The concrete technology condition of described electron beam evaporation plating mode is: operating pressure is 2 × 10 ^-3~ 5 × 10 ^-5pa, the energy density of electron beam evaporation plating is 10W/cm ²~ l00W/cm ², the evaporation rate of organic material is 0.1nm/s ~ 1nm/s, and the evaporation rate of metal and metallic compound is 1nm/s ~ 10nm/s.

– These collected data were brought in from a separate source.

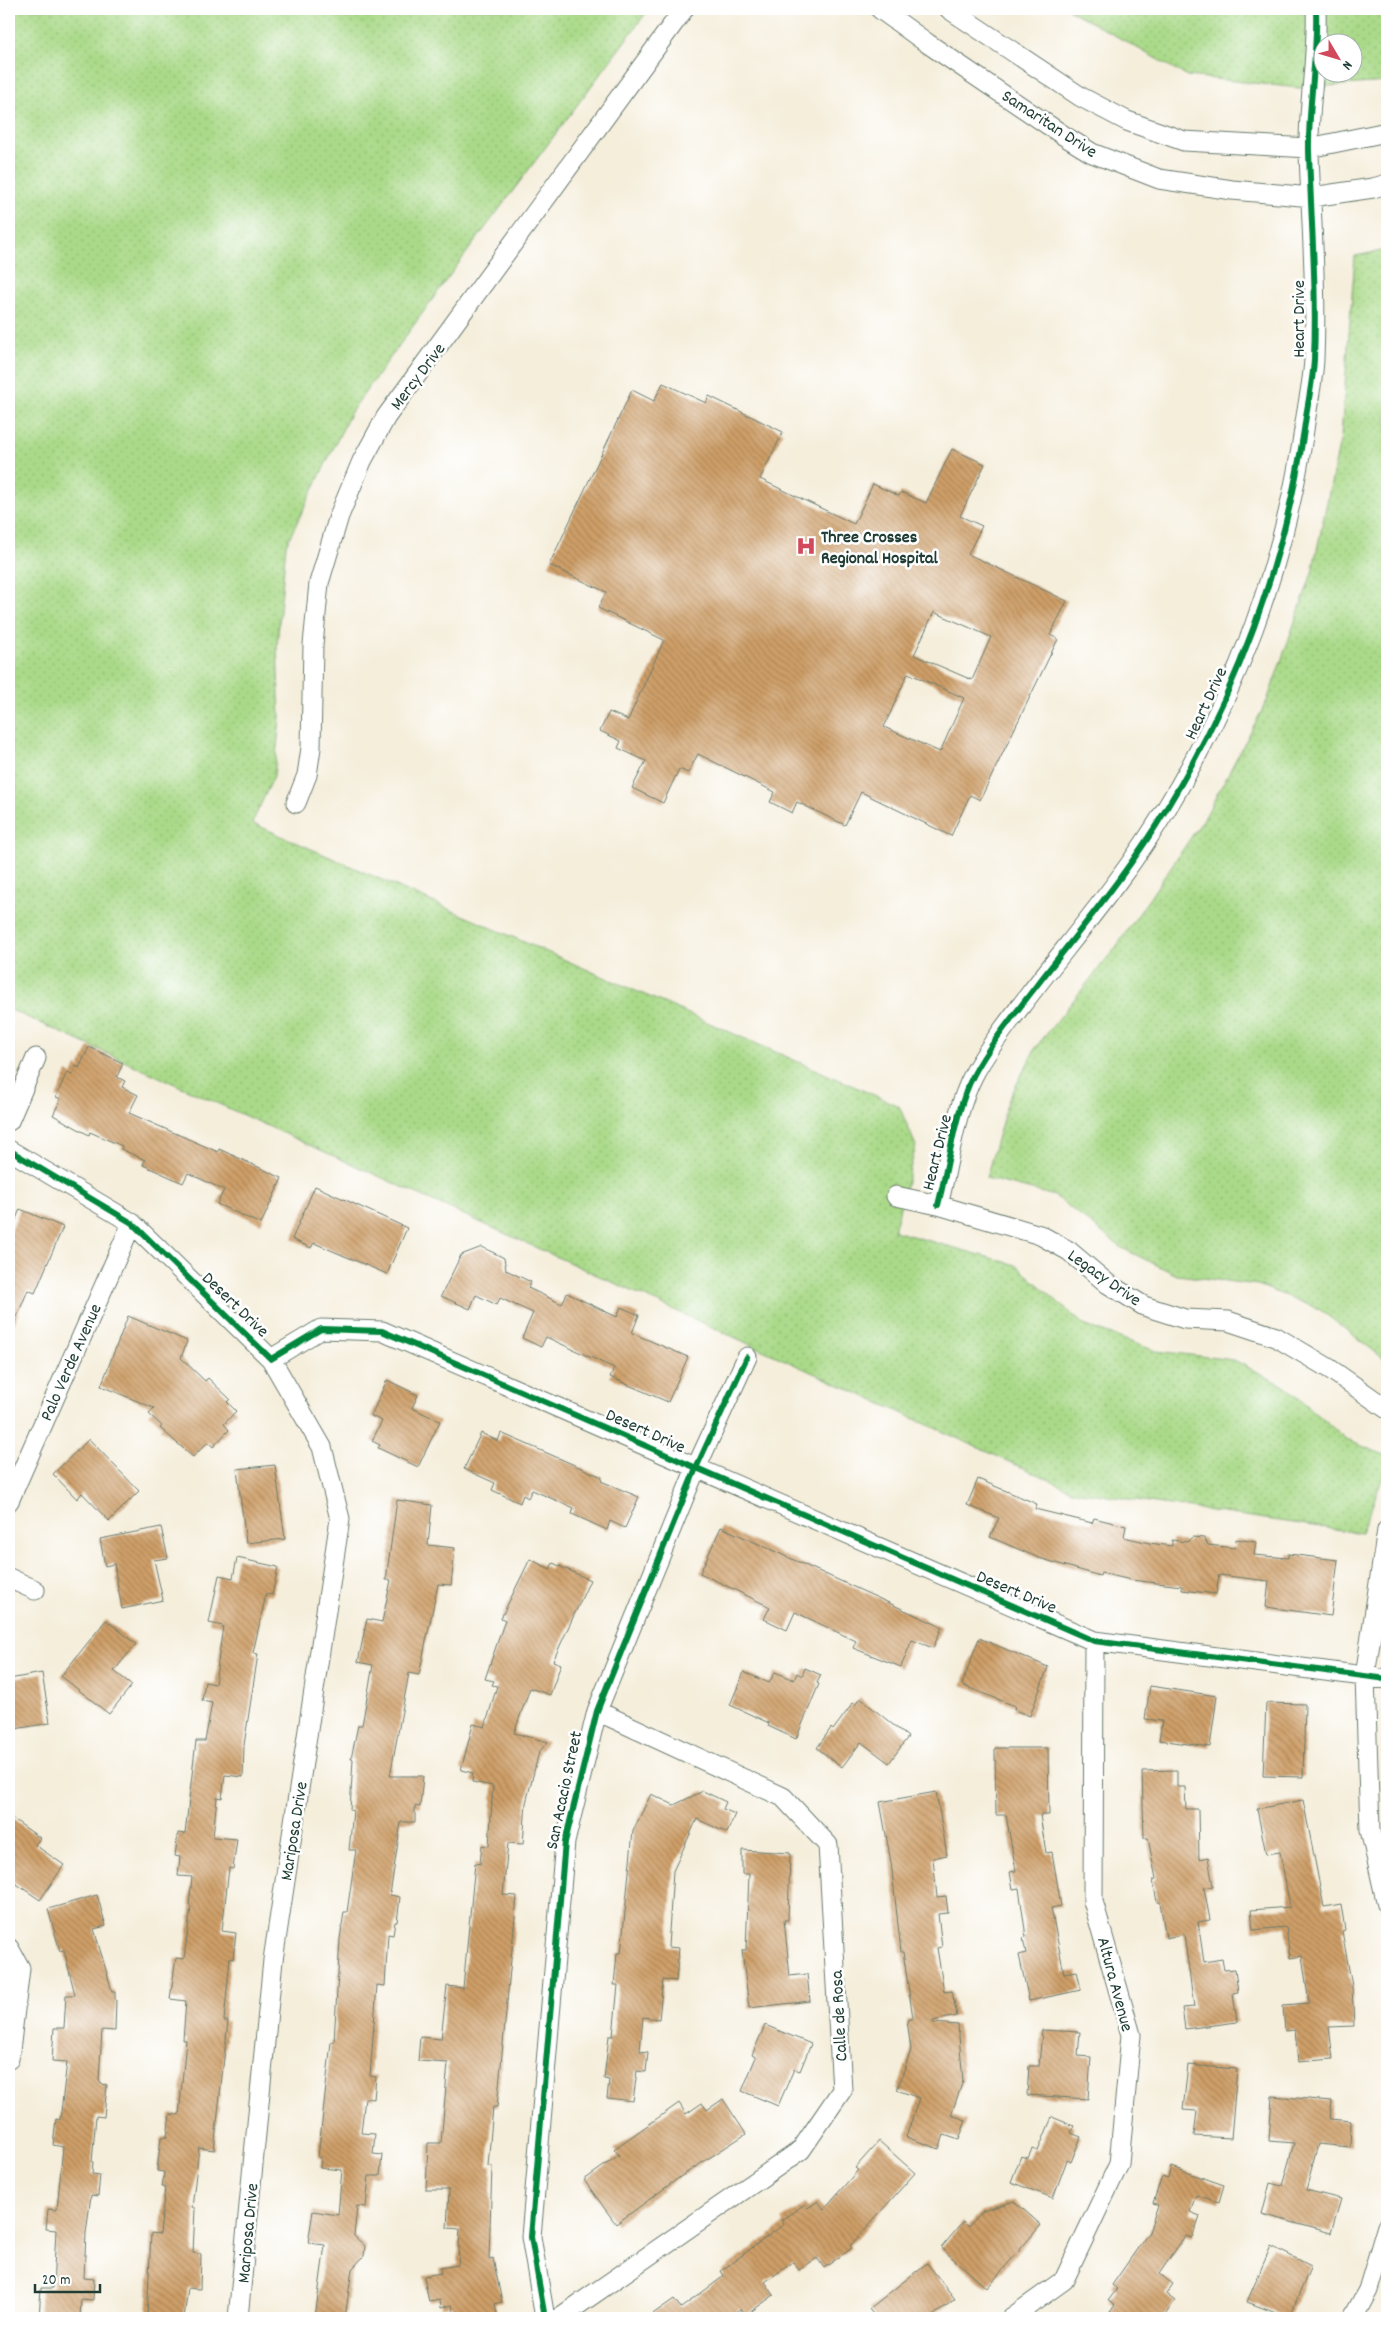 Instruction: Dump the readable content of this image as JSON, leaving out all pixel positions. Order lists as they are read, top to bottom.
{
  "streets": {
    "street": [
      "Samaritan Drive",
      "Heart Drive",
      "Mercy Drive",
      "Legacy Drive",
      "Desert Drive",
      "Palo Verde Avenue",
      "San Acacio Street",
      "Mariposa Drive",
      "Altura Avenue",
      "Calle de Rosa"
    ]
  },
  "crossings": [
    ["Samaritan Drive", "Heart Drive"],
    ["Heart Drive", "Legacy Drive"],
    ["Desert Drive", "Palo Verde Avenue"],
    ["Desert Drive", "San Acacio Street"],
    ["Desert Drive", "Mariposa Drive"],
    ["Desert Drive", "Altura Avenue"],
    ["San Acacio Street", "Calle de Rosa"]
  ],
  "places": {
    "hospital": ["Three Crosses Regional Hospital"]
  },
  "scale_bar": "20 m",
  "north": "bottom right"
} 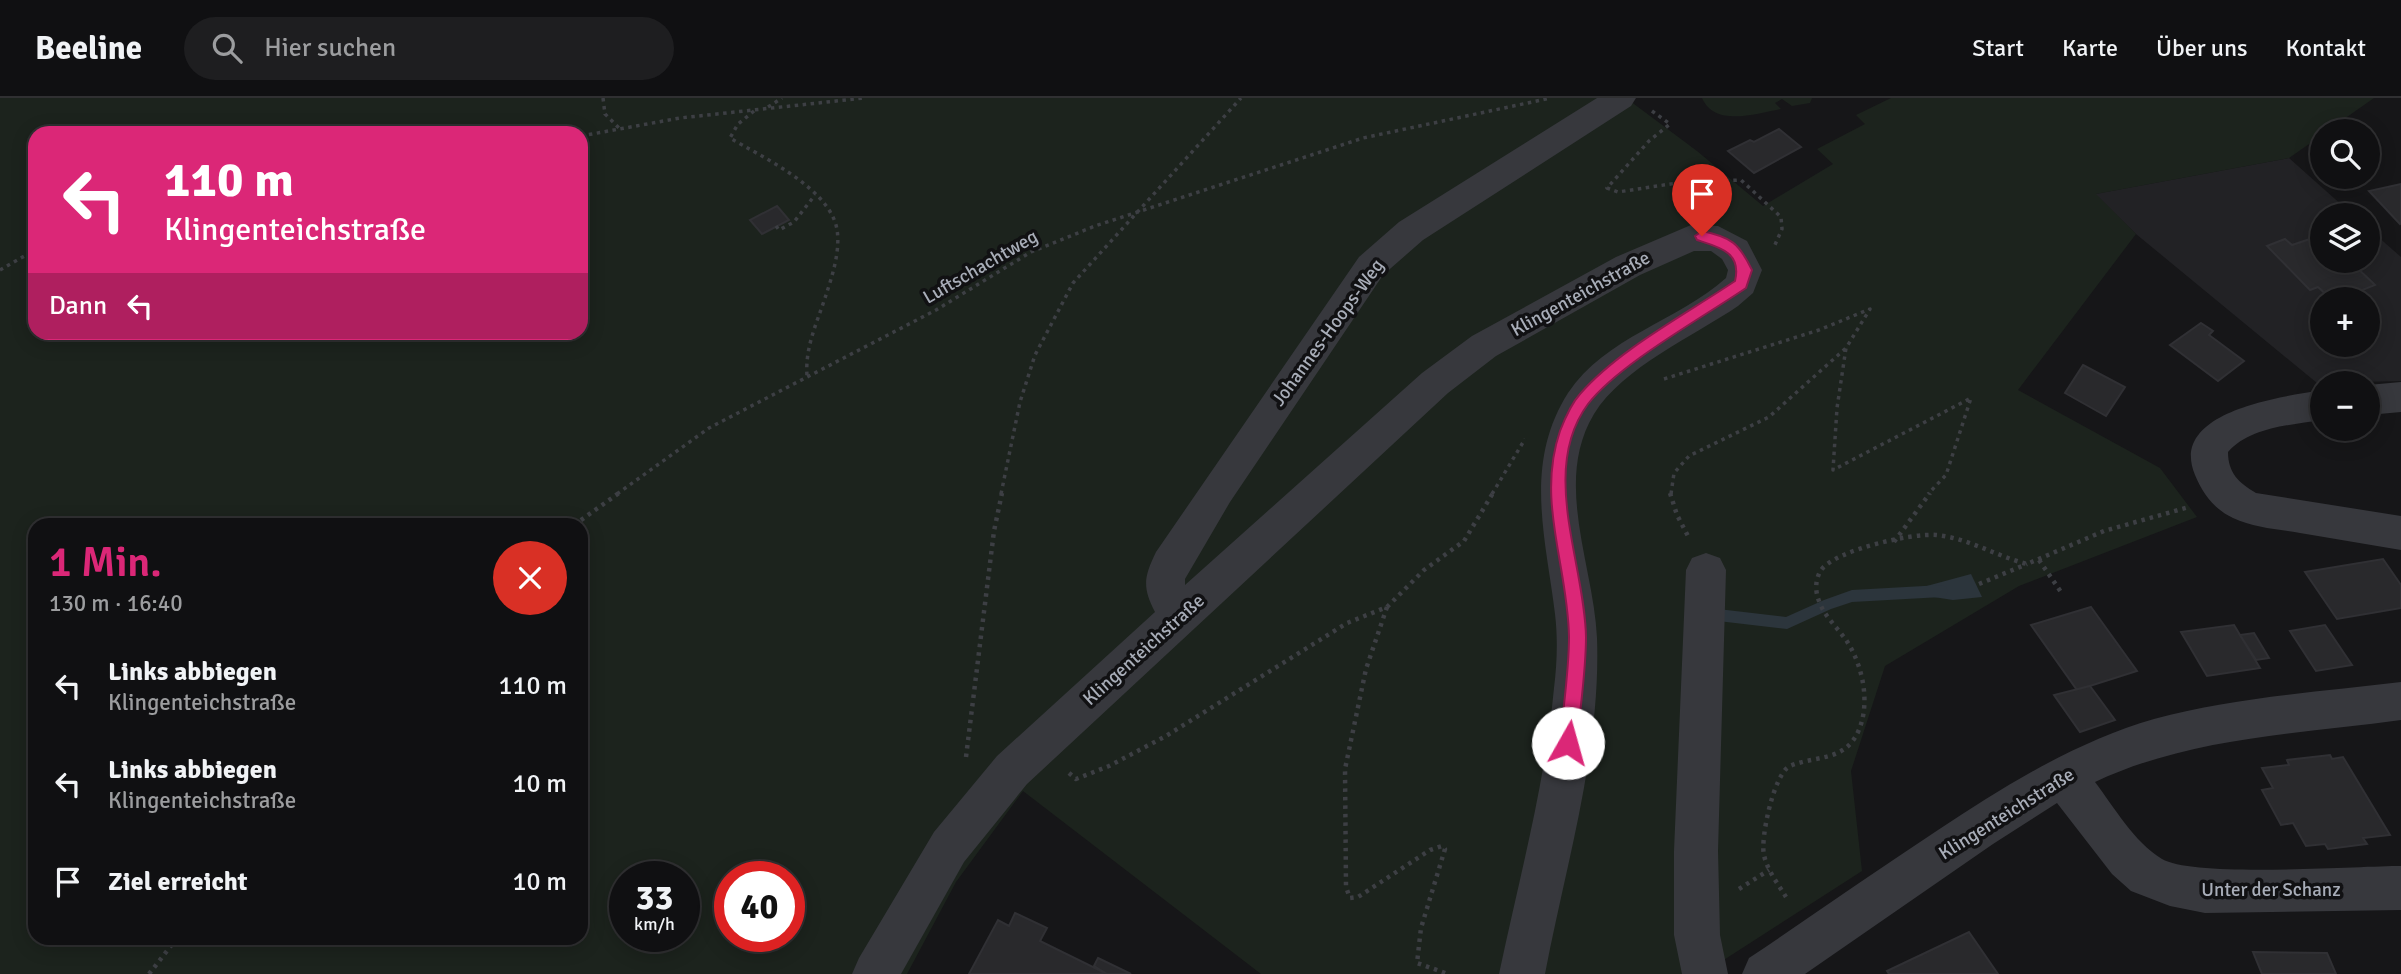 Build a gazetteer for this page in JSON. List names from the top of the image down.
{
  "streets": {
    "street": ["Klingenteichstraße", "Johannes-Hoops-Weg", "Unter der Schanz"],
    "path": ["Luftschachtweg"]
  },
  "crossings": [
    ["Klingenteichstraße", "Johannes-Hoops-Weg"],
    ["Klingenteichstraße", "Unter der Schanz"]
  ],
  "page": {
    "header": "Beeline",
    "search": "Hier suchen",
    "nav": [
      "Start",
      "Karte",
      "Über uns",
      "Kontakt"
    ],
    "map_buttons": ["+", "−"],
    "turn": ["110 m", "Klingenteichstraße"],
    "then": "Dann",
    "heading": ["1 Min.", "130 m · 16:40"],
    "list": [
      {
        "name": "Links abbiegen",
        "note": "Klingenteichstraße",
        "value": "110 m"
      },
      {
        "name": "Links abbiegen",
        "note": "Klingenteichstraße",
        "value": "10 m"
      },
      {
        "name": "Ziel erreicht",
        "value": "10 m"
      }
    ],
    "speed": "33 km/h",
    "limit": "40"
  }
} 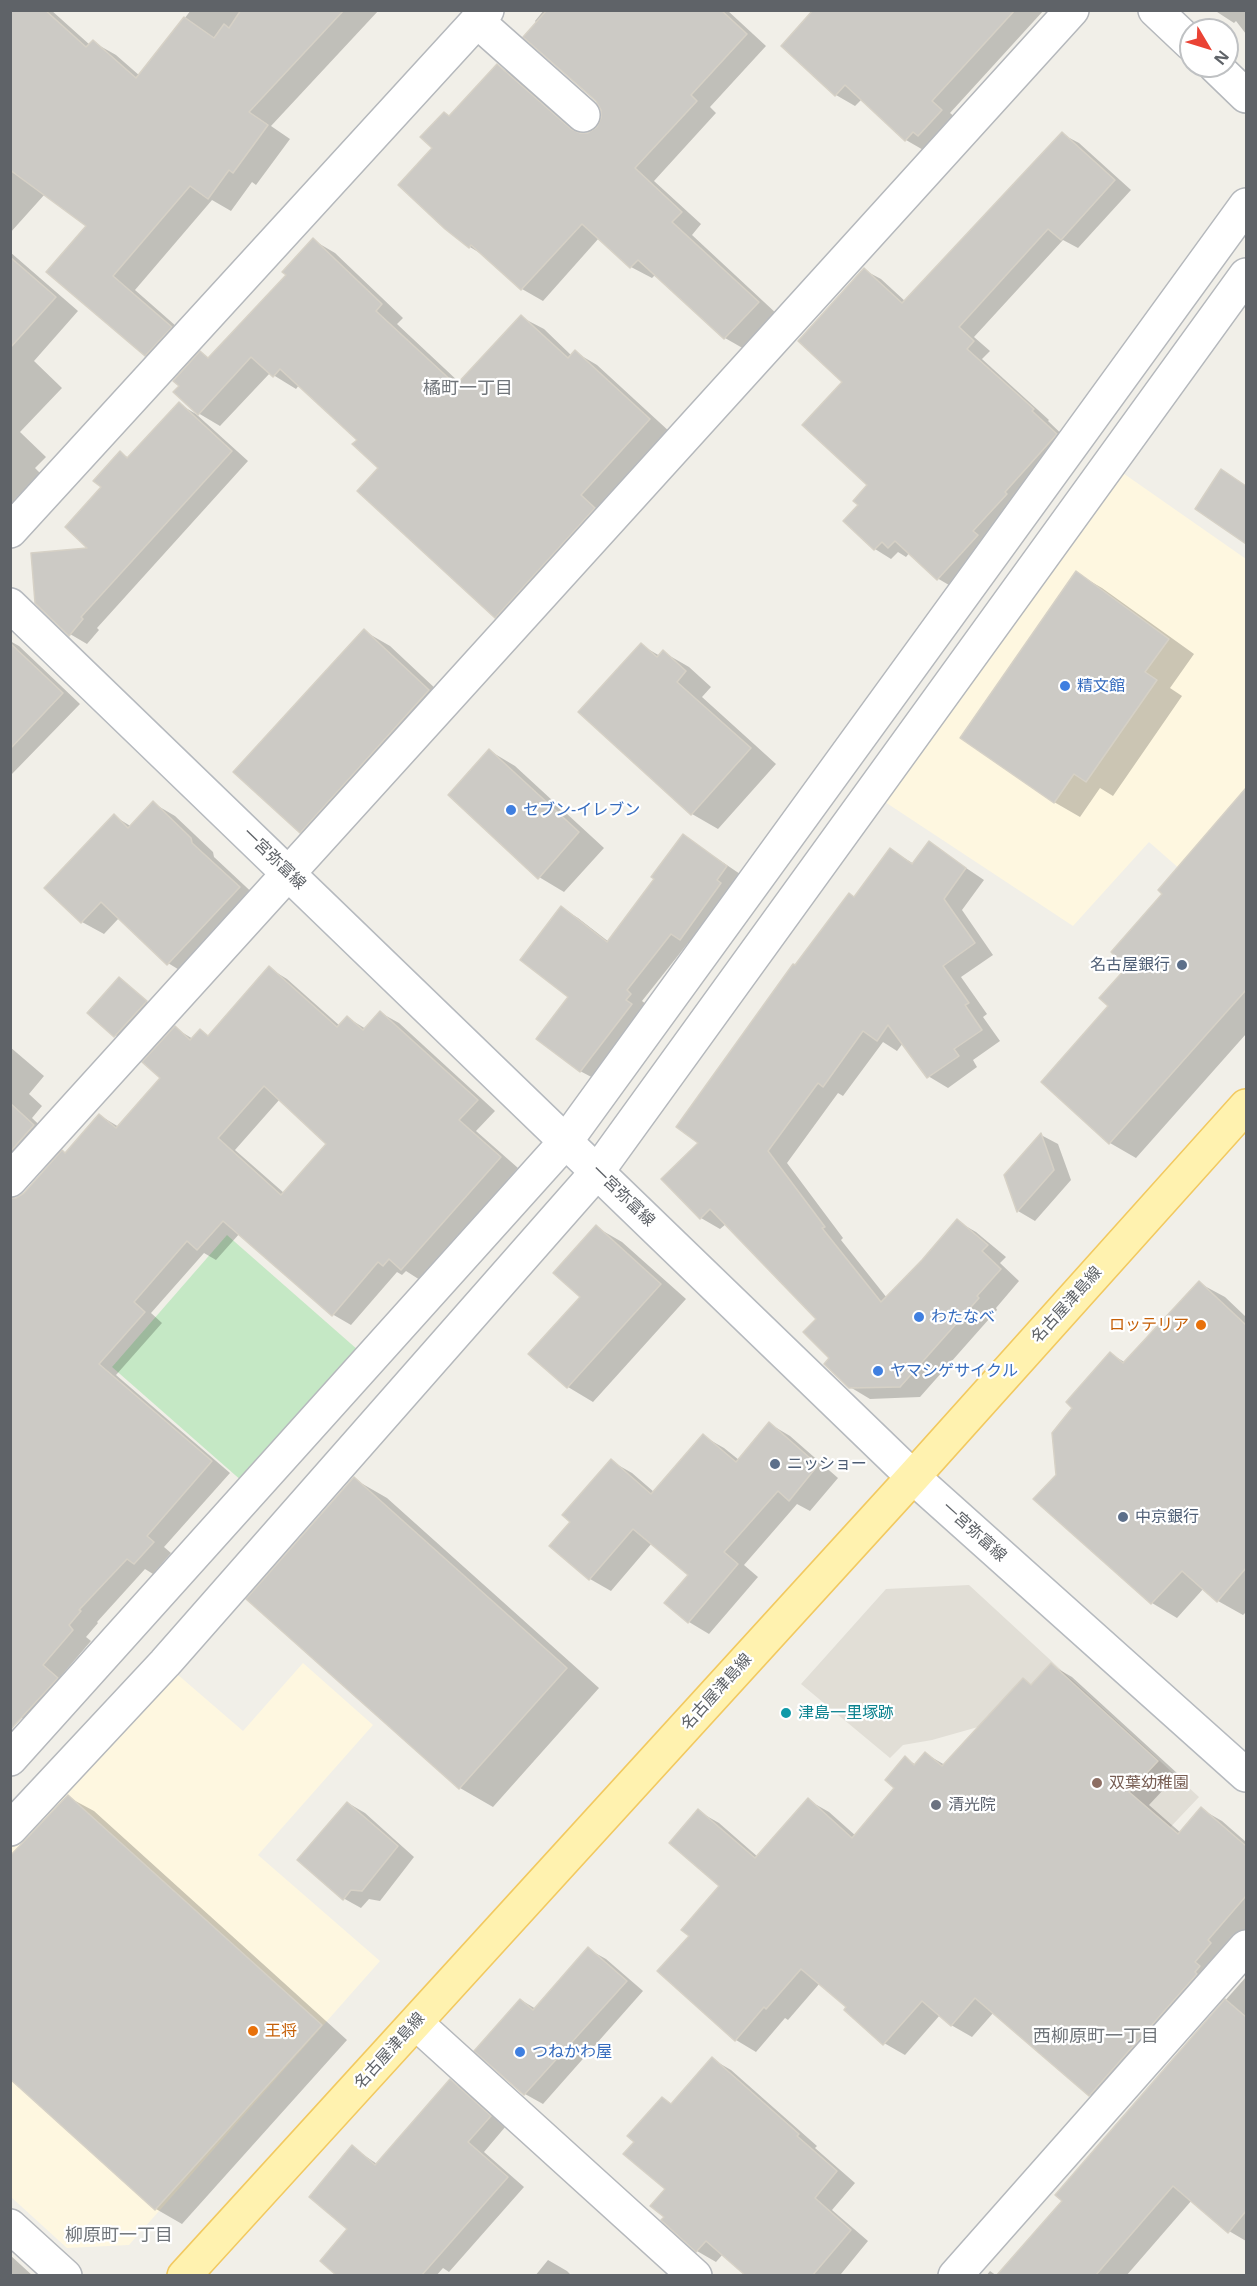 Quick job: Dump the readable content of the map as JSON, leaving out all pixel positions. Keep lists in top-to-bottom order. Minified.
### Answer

Above-mentioned organic electroluminescence device and preparation method thereof, by the cathode construction of preparation, this cathode construction layer is by metal material, metal oxide materials and hole doping guest materials composition, metal oxide particle diameter is larger, scattering process is had to light, the transmitance of effective raising light, the HOMO energy level of hole doping guest materials is higher, can effective the passing through of blocking hole, avoid hole and electronics compound cancellation in the cathode, metal material can improve the reflection of light, the light to top-emission is made to reflect back into bottom, and a large amount of free electron can be there is, the concentration of charge carrier can be improved, thus improve the conductivity of device and improve luminous efficiency.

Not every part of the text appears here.